From this event, the old Frank gains strength to see his four children again, despite the negative opinion of the doctor who advises him not to travel. But the depressive state caused by the loss of his wife increasingly convinces him that his relationship with his boys and girls must be strengthened. He never accepted that his children only confided in their mother, while he ensured their future with a job that jeopardized his own health.

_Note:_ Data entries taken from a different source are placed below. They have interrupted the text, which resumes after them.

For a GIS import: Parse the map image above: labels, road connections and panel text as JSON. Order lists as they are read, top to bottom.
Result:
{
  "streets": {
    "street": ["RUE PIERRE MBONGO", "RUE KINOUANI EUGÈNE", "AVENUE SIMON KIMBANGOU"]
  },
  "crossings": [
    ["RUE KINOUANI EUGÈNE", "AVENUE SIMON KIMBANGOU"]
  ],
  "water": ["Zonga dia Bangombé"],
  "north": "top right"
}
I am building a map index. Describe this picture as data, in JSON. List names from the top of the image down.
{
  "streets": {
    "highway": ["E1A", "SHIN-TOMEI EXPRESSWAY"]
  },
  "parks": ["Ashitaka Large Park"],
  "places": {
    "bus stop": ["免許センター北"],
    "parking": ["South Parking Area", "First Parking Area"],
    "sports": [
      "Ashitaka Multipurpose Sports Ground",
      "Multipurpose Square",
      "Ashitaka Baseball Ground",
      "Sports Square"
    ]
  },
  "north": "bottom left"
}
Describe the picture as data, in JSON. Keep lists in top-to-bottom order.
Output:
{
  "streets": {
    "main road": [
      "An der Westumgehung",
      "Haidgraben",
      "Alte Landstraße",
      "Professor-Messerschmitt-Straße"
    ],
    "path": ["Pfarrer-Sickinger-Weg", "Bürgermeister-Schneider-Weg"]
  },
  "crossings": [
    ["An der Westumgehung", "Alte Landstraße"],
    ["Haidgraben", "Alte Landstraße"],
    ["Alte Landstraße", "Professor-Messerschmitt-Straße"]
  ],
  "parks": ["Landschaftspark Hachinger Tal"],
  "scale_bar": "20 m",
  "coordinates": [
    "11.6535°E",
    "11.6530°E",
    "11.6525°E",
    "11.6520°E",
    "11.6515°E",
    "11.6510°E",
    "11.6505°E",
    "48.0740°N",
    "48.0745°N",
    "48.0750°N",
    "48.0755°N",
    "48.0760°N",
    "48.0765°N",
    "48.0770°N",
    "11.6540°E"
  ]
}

Thus begins the journey, actually started in 1990 by Giuseppe Tornatore with the film of the same name. In fact, this one by Kirk Jones is a remake, released in Italian theaters in November 2010. Jones's film, compared to the original, leaves out the social description to focus more on the main character of Frank, played in a balanced way and without too much sentimentality by a good Bob De Niro. The entire story thus revolves around De Niro and ends up becoming a modern road movie toward rediscovering his own family. In fact, Frank’s real goal is to see his children again and assess their situation, having always been a demanding father.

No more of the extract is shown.